Top of Given data

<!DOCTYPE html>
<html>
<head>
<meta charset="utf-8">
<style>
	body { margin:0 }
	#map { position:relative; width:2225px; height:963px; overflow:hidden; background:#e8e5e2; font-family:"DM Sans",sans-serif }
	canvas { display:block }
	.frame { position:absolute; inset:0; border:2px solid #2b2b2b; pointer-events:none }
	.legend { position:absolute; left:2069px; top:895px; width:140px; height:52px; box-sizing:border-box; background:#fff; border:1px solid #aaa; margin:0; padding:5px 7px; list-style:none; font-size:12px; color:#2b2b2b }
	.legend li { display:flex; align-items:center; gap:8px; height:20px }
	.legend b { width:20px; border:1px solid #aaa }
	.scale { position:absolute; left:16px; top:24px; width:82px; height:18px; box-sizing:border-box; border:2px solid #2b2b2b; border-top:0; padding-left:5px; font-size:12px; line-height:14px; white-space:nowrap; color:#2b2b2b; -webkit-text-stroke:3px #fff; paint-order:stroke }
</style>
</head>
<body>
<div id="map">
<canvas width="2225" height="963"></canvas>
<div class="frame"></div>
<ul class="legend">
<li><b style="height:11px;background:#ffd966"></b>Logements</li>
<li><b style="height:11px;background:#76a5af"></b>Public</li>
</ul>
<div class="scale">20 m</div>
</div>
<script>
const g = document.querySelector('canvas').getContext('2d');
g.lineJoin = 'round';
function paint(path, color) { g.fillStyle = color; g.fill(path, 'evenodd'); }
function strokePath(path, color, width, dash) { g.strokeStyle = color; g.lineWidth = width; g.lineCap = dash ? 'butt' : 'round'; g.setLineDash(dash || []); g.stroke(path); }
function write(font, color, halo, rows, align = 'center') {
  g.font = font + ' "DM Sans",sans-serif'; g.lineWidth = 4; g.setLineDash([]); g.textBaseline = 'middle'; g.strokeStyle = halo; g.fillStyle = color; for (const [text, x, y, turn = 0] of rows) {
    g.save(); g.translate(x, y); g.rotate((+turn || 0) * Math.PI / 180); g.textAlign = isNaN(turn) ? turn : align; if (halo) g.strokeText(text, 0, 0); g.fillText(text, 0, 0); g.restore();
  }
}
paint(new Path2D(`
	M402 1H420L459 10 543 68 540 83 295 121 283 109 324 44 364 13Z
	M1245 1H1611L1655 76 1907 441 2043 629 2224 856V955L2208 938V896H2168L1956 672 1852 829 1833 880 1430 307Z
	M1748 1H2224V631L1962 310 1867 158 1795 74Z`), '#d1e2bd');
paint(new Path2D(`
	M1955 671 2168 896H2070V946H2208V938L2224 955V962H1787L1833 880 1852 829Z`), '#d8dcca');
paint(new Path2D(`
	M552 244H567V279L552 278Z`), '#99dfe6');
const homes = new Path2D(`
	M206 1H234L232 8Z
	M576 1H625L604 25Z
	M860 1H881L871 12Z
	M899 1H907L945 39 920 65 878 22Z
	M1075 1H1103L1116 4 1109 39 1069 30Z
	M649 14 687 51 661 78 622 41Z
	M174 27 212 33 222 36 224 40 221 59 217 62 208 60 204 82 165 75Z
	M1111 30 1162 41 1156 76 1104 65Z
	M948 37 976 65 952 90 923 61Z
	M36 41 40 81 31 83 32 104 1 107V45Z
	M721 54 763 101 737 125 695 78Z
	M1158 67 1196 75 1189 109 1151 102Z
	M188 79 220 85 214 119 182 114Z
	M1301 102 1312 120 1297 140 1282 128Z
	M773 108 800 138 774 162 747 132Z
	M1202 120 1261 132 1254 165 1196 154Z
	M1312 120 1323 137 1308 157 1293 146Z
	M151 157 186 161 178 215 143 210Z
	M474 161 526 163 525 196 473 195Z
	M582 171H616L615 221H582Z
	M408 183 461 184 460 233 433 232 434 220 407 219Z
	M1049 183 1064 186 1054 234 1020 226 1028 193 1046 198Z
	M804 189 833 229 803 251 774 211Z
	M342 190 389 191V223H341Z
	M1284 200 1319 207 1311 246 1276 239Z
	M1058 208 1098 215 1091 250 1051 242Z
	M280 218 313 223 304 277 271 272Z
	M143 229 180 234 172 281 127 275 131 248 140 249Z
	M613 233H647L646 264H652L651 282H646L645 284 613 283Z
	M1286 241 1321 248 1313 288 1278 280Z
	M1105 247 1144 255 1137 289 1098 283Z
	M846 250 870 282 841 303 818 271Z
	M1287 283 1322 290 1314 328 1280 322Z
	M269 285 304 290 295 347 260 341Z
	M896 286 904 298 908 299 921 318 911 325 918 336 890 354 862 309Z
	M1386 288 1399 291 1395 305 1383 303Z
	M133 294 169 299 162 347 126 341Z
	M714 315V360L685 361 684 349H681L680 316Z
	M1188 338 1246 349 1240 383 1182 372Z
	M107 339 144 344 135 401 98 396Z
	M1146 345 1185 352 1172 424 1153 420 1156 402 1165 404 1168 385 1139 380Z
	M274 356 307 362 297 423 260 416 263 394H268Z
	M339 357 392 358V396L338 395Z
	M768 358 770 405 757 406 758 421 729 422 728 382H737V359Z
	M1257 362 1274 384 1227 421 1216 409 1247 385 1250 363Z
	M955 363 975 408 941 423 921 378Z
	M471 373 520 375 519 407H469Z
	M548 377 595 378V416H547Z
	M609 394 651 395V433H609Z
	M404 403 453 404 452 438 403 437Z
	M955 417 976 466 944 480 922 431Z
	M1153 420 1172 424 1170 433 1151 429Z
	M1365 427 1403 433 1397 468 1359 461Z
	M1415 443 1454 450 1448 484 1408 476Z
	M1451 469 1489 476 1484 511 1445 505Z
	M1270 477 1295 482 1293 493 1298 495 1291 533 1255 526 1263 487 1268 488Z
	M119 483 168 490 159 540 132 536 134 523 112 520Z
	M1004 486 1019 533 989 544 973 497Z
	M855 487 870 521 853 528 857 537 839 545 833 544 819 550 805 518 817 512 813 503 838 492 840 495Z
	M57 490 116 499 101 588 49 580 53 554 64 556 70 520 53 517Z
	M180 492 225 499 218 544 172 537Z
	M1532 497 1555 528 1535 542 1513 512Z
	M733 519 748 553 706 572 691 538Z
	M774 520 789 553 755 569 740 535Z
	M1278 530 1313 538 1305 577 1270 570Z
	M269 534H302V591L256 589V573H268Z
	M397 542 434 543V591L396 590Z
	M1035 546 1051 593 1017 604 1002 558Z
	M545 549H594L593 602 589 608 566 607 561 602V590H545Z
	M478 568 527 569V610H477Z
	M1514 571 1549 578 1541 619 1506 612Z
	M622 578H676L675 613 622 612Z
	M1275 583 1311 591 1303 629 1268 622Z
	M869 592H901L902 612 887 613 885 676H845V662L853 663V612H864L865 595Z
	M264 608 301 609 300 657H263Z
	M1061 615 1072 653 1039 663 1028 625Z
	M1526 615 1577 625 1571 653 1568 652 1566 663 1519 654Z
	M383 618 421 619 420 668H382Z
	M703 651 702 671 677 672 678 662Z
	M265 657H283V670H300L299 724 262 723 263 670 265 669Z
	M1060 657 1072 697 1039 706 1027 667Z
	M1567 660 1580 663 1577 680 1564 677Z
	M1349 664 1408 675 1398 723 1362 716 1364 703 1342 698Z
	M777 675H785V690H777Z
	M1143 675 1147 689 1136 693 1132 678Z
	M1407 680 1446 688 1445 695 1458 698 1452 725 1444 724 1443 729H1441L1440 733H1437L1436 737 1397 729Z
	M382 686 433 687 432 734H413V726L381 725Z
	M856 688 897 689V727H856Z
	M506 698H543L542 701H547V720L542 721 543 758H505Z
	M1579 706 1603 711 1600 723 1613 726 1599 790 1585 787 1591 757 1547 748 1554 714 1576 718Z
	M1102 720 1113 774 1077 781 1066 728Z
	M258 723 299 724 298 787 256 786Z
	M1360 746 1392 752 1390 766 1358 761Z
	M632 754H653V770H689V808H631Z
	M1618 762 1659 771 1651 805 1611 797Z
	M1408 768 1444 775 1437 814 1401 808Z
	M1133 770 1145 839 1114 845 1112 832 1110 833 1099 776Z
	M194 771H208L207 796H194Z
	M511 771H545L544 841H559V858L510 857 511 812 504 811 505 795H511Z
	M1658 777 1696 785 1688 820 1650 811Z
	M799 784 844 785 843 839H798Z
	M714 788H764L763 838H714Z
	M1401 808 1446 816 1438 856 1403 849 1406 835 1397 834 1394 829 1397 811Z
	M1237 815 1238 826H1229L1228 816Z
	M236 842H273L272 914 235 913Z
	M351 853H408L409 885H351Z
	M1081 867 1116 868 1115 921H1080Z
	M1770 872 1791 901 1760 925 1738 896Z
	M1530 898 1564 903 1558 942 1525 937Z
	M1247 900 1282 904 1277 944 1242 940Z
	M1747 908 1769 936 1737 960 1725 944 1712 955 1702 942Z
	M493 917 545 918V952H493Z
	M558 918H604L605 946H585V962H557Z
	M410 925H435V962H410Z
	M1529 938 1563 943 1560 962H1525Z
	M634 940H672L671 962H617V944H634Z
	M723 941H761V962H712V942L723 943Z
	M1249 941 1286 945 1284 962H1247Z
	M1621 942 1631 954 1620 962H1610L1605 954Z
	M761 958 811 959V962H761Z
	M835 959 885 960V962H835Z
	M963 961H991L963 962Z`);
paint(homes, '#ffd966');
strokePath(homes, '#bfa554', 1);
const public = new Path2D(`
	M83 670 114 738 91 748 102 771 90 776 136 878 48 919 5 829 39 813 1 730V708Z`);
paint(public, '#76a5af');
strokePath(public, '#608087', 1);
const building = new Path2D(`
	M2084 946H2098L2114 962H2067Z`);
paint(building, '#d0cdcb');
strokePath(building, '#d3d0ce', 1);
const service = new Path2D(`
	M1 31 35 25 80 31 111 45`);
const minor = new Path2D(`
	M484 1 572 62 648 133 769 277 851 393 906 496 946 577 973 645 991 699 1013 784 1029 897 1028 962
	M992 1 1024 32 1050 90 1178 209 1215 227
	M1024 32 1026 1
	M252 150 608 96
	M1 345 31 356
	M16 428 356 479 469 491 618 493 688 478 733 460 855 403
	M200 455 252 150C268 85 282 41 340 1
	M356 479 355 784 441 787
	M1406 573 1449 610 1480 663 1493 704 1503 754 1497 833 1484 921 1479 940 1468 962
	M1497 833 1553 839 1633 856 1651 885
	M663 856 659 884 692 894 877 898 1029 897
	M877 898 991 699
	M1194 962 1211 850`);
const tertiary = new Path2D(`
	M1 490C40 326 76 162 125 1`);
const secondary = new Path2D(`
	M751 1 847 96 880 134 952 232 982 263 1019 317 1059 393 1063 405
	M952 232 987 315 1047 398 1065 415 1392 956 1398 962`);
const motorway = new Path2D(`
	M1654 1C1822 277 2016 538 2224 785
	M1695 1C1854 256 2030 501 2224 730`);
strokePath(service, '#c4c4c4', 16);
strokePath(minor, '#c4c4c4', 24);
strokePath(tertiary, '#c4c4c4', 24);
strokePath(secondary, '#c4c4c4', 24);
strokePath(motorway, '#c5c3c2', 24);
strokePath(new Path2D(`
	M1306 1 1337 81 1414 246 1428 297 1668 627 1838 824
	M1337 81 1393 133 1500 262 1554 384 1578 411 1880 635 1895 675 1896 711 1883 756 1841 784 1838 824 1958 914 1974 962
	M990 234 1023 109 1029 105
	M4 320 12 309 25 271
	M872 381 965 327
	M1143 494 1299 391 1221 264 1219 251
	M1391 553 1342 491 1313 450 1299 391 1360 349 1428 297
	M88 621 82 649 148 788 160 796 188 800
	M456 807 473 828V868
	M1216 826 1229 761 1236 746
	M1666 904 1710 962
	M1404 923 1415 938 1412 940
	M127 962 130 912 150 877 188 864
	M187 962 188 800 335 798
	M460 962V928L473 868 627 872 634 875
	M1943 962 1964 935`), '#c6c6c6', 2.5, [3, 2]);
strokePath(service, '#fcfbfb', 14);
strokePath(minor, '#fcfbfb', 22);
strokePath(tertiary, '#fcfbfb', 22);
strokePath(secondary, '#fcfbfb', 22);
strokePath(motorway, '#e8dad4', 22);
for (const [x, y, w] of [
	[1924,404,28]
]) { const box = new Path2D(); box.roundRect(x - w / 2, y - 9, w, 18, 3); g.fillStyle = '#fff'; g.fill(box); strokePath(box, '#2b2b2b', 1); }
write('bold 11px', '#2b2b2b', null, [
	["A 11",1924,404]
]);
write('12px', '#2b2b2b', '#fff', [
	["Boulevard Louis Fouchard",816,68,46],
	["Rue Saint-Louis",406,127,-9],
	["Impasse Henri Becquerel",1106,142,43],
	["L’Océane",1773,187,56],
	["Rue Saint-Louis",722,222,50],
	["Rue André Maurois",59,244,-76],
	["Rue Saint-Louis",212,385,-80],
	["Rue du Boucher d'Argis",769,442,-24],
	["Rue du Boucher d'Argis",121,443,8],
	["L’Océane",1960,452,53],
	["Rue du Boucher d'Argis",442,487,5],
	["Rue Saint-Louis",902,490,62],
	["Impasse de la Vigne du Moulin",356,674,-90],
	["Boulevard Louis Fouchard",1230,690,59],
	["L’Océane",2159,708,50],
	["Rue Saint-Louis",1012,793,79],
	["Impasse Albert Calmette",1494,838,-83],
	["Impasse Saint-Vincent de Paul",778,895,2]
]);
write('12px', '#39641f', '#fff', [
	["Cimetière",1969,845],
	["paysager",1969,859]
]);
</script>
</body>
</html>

Bottom of Given data

> Problem requirements
Nothing but a number is expected here: the number of lines in the entries that include the word "align".

> Answer space
3